Brandon shook his head. “They look like stab wounds to me, too. But we can’t be sure.”
“No,” Nightfall admitted. “You’re never sure with magic.” He had once faced a sorcerer who could freeze a man’s head, then shatter it like the ice it had become. With a distant motion, Gilleran had opened an agonizing gash from Nightfall’s hipbone to his buttocks. At a man’s throat, that same spell might prove immediately fatal. The natal talents spanned beyond his imagination. The so-called “gifted,” like Brandon and himself, each had only one special ability; but the sorcerers could juggle an assortment, limited only by the number and type of talent-cursed souls they could steal from their victims’ writhing bodies. They especially enjoyed hunting down one another, as the ritual slaughter of another sorcerer meant gaining all the harnessed souls of the loser. That was the Magebane’s salvation. It meant the sorcerers dared not reveal themselves or band together, even to destroy such an obvious and self-proclaimed threat.
Nightfall continued, “Besides, it doesn’t matter how a sorcerer creates panic and suffering in his victim. Any type of severe emotional distress or excruciating pain brings the soul and its talent to the surface.”
Brandon and Gatiwan stared at Nightfall, who suddenly wished he had not said anything. “What?” he demanded.
“You speak,” Brandon said, barely above a whisper, “like a man with firsthand experience.”
Nightfall did not like the Magebane’s implications. He had spent all of his life hiding his talent. Even Alyndar’s king knew only that Nightfall had some sort of birth gift that sorcerers wanted. Nightfall would not reveal himself to two men he hardly knew. “Are you accusing me of having a natal gift? Or of being a sorcerer?”
Brandon’s homely features opened questioningly. “You tell us which.”
“Neither,” Nightfall lied, then added, “but if either were the case, you know I’d have to give you the same answer.”
“So just tell the truth,” Gatiwan suggested.
Nightfall noted the serious expressions on the men’s faces and mentally tracked the locations of the throwing knives he always carried. “How do you know I’m not?”
Brandon kept his voice steady and intense, though low. “Because when you first came to me, you needed something to help you fight a sorcerer who had attacked you and your master.”
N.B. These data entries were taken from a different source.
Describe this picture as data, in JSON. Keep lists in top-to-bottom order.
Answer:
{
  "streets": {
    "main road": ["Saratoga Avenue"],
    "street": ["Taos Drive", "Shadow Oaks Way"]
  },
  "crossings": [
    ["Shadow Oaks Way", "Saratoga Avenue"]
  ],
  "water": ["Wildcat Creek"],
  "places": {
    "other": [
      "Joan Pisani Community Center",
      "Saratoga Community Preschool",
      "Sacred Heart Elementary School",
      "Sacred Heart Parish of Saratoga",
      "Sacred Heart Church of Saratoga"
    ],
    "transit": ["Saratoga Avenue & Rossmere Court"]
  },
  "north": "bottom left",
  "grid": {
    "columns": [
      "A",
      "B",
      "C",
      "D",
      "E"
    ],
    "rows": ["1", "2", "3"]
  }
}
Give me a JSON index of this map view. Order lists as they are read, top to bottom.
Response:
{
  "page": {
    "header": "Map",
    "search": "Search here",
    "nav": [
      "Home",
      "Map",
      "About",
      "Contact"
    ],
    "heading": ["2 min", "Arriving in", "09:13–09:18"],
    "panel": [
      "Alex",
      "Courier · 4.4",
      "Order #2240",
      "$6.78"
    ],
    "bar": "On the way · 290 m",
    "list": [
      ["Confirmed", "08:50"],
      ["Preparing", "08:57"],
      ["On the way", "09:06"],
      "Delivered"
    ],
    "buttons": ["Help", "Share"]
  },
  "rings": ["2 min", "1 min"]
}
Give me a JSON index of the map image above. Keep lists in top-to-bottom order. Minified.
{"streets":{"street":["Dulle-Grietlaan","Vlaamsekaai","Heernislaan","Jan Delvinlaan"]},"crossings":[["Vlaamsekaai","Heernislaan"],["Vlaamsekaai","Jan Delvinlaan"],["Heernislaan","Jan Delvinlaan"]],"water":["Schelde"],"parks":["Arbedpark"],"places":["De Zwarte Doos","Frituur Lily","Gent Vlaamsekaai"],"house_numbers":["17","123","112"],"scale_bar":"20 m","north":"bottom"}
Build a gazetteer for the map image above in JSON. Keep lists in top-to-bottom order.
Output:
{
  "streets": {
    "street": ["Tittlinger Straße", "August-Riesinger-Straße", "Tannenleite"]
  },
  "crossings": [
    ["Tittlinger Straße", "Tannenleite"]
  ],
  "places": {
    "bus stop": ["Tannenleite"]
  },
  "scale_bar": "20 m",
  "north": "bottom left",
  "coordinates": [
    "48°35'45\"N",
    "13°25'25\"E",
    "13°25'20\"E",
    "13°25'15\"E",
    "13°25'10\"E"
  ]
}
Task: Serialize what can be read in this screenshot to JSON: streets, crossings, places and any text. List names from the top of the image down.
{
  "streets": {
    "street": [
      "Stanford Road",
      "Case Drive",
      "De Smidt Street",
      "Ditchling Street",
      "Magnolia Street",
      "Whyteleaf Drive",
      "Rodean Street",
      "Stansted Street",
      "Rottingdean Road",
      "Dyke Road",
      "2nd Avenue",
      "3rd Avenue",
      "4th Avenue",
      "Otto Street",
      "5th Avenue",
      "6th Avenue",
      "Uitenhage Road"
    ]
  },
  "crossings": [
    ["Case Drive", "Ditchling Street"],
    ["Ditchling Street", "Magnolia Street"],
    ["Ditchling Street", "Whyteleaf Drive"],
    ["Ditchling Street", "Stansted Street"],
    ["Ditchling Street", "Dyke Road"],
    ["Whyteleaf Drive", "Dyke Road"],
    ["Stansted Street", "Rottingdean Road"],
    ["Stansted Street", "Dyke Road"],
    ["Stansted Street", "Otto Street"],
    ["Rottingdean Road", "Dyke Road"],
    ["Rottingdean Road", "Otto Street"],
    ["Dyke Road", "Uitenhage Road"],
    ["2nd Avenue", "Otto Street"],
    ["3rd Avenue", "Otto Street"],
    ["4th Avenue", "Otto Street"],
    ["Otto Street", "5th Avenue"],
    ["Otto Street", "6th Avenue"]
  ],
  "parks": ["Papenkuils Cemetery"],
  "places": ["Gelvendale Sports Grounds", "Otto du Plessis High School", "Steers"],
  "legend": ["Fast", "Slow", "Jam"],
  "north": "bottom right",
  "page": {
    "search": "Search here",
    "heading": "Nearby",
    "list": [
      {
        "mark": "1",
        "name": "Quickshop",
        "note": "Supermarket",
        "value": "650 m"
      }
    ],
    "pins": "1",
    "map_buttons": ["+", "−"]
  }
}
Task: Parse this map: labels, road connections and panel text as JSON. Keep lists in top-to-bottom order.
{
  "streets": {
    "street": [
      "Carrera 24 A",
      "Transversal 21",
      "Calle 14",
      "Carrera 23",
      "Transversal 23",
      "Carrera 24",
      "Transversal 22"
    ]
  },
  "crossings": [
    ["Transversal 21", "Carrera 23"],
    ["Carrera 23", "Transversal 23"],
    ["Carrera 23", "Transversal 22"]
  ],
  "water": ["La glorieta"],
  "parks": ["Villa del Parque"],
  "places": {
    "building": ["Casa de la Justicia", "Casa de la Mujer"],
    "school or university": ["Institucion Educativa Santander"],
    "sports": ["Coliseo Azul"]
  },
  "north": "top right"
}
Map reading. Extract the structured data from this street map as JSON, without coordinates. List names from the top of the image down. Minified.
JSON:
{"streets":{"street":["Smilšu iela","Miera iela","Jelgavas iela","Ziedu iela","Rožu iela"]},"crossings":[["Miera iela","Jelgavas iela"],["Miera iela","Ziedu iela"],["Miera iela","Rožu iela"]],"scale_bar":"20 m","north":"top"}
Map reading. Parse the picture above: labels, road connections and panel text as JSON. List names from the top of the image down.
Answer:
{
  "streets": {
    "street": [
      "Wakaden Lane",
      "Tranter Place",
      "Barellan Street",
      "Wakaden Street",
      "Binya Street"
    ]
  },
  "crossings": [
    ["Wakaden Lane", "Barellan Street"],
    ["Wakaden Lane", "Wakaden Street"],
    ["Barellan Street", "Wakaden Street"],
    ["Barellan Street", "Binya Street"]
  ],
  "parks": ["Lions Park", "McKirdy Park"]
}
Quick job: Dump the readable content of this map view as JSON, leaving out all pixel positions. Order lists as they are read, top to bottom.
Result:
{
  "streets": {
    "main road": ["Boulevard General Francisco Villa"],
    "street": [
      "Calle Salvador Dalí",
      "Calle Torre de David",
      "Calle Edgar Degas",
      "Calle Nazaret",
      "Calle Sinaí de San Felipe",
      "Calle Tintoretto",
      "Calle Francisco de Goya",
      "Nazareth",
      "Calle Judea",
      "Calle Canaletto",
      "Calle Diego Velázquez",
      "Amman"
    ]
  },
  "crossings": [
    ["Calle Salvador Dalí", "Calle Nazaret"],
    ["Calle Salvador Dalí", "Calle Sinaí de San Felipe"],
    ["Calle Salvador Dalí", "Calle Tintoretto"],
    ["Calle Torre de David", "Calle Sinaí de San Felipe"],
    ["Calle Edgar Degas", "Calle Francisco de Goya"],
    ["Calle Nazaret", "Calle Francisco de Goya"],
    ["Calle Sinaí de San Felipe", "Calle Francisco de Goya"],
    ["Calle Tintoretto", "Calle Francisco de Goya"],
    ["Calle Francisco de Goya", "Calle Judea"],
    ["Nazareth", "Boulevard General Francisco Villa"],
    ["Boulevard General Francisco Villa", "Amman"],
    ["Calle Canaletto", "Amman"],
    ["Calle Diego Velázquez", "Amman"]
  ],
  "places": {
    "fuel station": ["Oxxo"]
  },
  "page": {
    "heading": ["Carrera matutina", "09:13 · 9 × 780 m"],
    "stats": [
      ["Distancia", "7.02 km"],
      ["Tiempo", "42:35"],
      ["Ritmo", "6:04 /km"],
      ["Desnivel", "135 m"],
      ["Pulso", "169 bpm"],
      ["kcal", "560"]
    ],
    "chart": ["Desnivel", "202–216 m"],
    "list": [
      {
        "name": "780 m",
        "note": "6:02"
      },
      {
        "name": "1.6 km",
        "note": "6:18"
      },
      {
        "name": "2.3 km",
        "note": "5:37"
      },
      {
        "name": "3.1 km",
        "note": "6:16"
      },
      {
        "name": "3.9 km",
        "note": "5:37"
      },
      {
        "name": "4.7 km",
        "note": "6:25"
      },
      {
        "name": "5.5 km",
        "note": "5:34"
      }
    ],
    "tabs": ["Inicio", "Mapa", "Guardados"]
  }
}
Gatiwan took over, the somberness of his expression highlighting the scar across his face. “If King Edward the Enthusiastic had a natal talent, he’d have displayed it for the world in the excitement of righting some injustice.”
Nightfall tried to divert the conversation. “He prefers King Edward the
Just
.”
Brandon managed a smile. “When he’s old enough to temper some of that zeal with wisdom, he’ll probably earn the nickname he wants. Until then—” Apparently recognizing Nightfall’s successful tactic, Brandon returned to the matter at hand. “Are you a sorcerer or gifted?”
Gatiwan did not wait for an answer before adding in a voice like the crackle of old parchment. “Because it wouldn’t be the first time Alyndar chose a sorcerer for a chancellor.”
Nightfall knew the truth of that statement only too well. Though accustomed to being considered a murderous demon, comparisons to that heartless, conniving monster called Gilleran made even Nightfall ill. “I’m not a sorcerer.”
“If you were a sorcerer, you’d say the same.” Gatiwan reminded Nightfall in his own words.
“If I were a sorcerer,” Nightfall corrected, “I’d kill my hell-damned, disgusting, slimy, hideous self.”
Brandon laughed. “Believe it or not, I actually met a sorcerer with the self-control to never act on his birthright. And I didn’t kill him.” As if to catch Nightfall unaware, he asked quickly, “So what’s your talent?”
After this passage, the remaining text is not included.